[Stored data]
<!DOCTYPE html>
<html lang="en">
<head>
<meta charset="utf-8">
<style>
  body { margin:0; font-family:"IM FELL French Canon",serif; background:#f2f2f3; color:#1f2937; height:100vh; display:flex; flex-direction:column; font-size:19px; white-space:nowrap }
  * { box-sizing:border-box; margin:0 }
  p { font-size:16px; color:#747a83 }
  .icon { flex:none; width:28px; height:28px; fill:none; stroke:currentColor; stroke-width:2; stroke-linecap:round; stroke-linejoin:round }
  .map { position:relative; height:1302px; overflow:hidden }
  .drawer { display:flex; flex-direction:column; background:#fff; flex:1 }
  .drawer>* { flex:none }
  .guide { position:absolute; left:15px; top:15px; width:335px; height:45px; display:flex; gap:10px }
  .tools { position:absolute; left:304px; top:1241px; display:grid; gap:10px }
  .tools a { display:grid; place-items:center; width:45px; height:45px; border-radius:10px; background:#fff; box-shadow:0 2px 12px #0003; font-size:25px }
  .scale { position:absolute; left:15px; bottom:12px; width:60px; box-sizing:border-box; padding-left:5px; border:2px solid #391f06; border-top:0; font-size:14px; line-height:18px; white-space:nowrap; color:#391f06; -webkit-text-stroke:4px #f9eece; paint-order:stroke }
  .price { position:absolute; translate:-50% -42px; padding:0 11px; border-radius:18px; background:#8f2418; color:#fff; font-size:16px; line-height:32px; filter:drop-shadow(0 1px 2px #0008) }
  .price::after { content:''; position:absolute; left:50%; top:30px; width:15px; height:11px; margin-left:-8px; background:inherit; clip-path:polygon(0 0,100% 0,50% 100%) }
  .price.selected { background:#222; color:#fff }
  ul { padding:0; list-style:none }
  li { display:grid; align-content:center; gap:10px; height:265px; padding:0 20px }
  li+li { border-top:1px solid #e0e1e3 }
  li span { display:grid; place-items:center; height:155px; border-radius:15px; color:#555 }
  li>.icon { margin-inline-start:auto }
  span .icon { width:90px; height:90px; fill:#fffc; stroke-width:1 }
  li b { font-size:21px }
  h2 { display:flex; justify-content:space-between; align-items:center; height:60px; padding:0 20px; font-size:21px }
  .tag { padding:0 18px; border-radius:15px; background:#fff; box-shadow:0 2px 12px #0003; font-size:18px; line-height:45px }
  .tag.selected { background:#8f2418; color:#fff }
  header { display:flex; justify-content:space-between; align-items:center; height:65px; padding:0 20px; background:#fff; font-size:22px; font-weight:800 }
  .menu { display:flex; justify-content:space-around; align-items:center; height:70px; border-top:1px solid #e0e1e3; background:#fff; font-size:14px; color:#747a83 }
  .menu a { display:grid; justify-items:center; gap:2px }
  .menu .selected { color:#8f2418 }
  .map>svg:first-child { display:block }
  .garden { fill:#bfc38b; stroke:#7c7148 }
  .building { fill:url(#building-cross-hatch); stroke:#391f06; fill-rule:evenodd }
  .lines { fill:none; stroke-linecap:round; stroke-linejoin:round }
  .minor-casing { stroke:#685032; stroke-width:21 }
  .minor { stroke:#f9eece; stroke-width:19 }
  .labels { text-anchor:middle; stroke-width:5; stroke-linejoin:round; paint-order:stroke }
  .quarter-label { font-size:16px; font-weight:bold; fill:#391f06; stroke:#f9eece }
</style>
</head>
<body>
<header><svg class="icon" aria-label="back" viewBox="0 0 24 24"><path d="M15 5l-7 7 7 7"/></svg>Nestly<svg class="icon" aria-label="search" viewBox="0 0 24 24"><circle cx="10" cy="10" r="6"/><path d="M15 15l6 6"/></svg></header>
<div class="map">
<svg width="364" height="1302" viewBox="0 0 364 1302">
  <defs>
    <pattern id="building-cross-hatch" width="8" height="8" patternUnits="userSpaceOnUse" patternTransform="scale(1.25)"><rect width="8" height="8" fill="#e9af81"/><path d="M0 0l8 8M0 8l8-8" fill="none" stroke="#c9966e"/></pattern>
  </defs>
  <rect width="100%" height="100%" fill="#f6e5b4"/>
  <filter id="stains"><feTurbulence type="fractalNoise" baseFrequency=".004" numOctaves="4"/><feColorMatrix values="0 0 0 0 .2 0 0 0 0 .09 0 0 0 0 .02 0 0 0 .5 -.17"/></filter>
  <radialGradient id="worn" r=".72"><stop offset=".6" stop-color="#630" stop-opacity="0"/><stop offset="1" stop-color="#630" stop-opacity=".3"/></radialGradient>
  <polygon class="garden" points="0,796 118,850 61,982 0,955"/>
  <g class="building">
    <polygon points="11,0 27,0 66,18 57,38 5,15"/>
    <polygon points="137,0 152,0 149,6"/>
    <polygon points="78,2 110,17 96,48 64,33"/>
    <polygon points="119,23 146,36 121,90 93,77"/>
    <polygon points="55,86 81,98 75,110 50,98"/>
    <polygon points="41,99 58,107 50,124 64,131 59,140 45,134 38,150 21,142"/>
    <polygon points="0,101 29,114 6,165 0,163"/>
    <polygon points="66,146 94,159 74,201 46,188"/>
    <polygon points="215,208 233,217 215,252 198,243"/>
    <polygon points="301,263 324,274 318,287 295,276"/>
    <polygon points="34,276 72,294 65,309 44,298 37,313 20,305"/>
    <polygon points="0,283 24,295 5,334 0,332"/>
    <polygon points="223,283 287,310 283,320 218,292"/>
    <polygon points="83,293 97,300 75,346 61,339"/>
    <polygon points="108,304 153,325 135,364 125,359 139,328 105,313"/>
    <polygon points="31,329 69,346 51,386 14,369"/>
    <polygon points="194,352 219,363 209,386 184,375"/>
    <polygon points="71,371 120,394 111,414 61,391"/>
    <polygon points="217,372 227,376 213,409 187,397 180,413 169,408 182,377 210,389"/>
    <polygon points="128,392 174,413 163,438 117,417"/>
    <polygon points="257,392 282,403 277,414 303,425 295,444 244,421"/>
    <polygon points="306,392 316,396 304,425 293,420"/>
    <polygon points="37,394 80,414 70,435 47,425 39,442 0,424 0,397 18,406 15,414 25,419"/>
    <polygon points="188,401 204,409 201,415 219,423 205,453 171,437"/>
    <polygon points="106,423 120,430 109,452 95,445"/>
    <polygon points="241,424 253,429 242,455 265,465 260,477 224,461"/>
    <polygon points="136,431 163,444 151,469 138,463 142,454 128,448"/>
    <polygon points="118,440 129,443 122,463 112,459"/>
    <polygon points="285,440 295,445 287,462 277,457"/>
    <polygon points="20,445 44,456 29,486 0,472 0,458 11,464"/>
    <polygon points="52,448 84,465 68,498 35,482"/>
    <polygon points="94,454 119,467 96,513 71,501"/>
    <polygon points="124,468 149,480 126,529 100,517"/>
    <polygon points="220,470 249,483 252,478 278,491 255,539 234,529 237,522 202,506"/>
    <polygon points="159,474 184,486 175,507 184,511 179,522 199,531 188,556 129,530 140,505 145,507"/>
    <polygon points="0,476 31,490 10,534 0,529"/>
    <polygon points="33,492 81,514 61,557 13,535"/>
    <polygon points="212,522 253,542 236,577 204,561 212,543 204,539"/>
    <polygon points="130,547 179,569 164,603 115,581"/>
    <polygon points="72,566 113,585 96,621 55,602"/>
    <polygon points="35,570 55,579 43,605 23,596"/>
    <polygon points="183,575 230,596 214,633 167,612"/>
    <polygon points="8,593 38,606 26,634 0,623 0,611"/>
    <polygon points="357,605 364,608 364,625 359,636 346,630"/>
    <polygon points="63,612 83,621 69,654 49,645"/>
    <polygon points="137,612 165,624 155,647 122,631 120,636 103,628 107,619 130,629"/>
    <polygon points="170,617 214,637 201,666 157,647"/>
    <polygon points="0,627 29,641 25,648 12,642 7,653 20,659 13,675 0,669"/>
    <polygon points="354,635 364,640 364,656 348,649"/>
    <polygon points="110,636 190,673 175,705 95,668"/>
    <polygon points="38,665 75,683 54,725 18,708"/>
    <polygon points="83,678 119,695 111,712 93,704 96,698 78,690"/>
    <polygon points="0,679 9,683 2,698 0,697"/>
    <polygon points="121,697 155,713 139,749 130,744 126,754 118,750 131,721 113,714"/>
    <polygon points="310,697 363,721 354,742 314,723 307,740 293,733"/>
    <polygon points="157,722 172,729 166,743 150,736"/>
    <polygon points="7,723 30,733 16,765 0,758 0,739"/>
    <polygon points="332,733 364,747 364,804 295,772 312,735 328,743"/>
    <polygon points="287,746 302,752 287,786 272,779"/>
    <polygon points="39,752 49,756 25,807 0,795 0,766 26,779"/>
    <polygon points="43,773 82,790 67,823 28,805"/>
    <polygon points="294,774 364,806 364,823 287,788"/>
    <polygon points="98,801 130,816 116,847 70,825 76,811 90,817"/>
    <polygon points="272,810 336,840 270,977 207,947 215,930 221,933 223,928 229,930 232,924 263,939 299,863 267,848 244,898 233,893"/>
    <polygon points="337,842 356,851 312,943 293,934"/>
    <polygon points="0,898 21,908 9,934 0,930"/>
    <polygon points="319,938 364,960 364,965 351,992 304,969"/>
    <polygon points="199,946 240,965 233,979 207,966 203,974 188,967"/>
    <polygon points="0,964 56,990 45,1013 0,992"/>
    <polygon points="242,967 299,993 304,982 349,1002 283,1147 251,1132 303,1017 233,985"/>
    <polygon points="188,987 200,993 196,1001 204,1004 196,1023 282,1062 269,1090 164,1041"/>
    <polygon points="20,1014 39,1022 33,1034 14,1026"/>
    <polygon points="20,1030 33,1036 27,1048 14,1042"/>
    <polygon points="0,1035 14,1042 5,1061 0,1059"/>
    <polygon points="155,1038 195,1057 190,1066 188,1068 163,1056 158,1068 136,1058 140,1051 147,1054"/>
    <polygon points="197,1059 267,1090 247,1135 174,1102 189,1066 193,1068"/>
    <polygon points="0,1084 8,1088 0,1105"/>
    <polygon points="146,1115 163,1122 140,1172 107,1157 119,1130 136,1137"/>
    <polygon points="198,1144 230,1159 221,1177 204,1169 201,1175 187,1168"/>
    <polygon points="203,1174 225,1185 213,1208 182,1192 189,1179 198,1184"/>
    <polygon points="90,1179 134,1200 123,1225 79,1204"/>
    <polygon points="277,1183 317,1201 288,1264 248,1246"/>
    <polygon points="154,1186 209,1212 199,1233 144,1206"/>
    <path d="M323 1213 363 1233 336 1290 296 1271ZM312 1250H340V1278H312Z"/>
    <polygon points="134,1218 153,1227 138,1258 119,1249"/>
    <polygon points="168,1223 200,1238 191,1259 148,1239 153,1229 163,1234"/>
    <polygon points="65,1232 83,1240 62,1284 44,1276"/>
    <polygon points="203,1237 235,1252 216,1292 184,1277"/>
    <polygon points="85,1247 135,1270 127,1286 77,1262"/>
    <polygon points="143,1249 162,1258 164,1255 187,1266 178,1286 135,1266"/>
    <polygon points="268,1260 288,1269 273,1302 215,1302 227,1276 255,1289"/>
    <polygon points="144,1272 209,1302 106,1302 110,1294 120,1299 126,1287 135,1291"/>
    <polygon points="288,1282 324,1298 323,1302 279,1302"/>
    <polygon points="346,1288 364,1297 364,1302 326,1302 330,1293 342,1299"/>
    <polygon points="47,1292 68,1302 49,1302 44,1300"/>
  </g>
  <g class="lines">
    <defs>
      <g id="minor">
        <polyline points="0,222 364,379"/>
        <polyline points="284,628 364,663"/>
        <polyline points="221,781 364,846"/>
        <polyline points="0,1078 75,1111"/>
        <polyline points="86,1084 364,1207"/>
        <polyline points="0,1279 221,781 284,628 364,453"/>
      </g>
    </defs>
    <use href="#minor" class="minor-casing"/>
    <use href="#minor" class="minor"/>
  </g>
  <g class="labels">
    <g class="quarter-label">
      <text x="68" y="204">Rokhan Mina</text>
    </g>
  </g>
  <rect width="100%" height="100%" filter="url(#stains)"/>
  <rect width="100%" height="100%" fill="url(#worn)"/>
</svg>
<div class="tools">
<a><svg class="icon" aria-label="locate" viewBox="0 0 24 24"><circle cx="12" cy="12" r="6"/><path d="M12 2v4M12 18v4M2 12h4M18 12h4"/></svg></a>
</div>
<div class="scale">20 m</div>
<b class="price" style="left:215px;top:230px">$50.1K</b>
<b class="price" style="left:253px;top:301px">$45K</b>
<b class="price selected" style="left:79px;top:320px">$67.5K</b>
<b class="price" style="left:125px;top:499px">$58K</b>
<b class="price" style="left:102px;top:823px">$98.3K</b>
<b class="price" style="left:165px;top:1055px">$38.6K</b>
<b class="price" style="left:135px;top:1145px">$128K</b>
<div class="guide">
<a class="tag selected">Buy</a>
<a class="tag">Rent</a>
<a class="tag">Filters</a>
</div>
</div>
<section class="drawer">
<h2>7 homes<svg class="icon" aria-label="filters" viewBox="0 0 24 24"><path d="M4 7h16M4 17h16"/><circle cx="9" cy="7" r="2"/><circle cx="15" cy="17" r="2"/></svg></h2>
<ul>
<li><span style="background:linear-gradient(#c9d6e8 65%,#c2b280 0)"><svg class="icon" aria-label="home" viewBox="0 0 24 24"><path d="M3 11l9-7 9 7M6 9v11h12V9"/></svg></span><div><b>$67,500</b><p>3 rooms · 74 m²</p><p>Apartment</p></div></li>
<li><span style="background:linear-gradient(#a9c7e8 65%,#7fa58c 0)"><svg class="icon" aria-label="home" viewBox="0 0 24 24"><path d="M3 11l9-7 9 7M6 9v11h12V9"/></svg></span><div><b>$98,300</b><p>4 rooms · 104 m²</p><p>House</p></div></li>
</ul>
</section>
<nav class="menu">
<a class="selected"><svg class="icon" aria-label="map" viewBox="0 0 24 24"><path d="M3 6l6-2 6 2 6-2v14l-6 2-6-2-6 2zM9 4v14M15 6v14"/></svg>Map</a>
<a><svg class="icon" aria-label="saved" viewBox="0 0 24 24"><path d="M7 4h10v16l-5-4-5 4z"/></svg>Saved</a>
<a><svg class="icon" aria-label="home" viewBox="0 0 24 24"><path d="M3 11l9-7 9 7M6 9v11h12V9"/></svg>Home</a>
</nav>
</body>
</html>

=== What is needed ===
Show each line in the entries that holds the string "tools".

=== Written answer ===
  .tools { position:absolute; left:304px; top:1241px; display:grid; gap:10px }
  .tools a { display:grid; place-items:center; width:45px; height:45px; border-radius:10px; background:#fff; box-shadow:0 2px 12px #0003; font-size:25px }
<div class="tools">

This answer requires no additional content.